If this procedure doesn’t solve the problem, we suggest starting with a fresh installation:
1. rm spack .spack
2. spack_setup

26-08-23

You can now access Lustre filesystem also on the frontend node

Accessing the system

The required steps to access the cluster are:

  1. Request an account by filling out our registration form
  2. Once the account is approved, log into GitLab using the C3S Unified Login option 
  3. Upload your public SSH key to your account in the corresponding page
  4. Login through SSH at <username>@c3sfr1.di.unito.it
  5. With the same account you can log into the web calendar to book the system resources (more details below)
System Architecture

Nodes

  • 1 login nodes PowerEdge R740xd
    • 2 x Intel(R) Xeon(R) Gold 6238R CPU
    • 251 GiB RAM
    • InfiniBand network 
    • OmniPath network
  • 4 compute nodes Supermicro SYS-2029U-TRT
    • 2 x Intel(R) Xeon(R) Gold 6230 CPU
    • 1536 GiB RAM
    • 1 x  NVIDIA Tesla T4 GPU
    • 1 x  NVIDIA Tesla V100S GPU
    • InfiniBand network

Storage

The cluster is equipped with 2 network storages:

  • 50TB BeeGFS filesystem, mounted in /beegfs
  • 20TB Luster filesystem, mounted in /lustre/scratch – only for OmniPath network nodes

Spack environment

The system comes with a global Spack instance automatically sourced at login time. 

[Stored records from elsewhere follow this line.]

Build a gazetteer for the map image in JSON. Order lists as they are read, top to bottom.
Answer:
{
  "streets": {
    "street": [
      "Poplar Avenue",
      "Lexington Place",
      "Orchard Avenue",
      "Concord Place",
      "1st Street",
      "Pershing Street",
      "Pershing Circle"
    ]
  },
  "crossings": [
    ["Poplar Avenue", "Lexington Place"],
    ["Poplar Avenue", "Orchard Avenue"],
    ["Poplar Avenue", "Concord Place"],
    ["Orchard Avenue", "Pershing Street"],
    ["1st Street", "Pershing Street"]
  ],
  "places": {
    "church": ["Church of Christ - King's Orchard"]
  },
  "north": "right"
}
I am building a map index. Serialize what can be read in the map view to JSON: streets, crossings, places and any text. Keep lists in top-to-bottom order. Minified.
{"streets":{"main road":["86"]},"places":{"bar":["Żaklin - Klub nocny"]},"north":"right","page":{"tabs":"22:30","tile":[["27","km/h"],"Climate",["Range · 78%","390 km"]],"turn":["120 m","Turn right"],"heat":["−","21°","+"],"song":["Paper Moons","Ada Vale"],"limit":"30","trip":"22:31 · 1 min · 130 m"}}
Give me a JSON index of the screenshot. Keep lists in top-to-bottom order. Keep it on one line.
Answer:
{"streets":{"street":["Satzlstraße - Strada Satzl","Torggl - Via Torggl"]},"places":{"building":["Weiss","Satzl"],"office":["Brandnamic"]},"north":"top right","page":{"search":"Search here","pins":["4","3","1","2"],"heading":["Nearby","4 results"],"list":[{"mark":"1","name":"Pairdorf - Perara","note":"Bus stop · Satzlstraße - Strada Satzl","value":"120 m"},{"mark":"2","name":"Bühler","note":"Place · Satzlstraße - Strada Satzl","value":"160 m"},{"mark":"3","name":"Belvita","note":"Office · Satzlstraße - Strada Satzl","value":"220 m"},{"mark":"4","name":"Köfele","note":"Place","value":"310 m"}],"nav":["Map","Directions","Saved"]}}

Users can setup their own Spack instance in their home folder. If so, global Spack automatic sourcing is disabled. 

If needed, a setup script called “spack_setup” can be used to setup a personal spack instance chained with the global one.

Using the reservation system

Resources can be accessed for batched computations through the Slurm queue manager (version 22.05). Plus, a custom Slurm plugin allows users to book scheduled access to resources through an external calendar, the Booked Scheduler

The system offers 4 jobs queues:

  • epito-compile (Time limit: 1h; Max resources: 2 cores, 1 node);
  • epito-1h (Time limit: 1h; Exclusive node access);
  • epito-12h (Time limit: 12h; Exclusive node access);
  • epito-booked (No time limit; Exclusive node access; reservation through the Booked Scheduler) .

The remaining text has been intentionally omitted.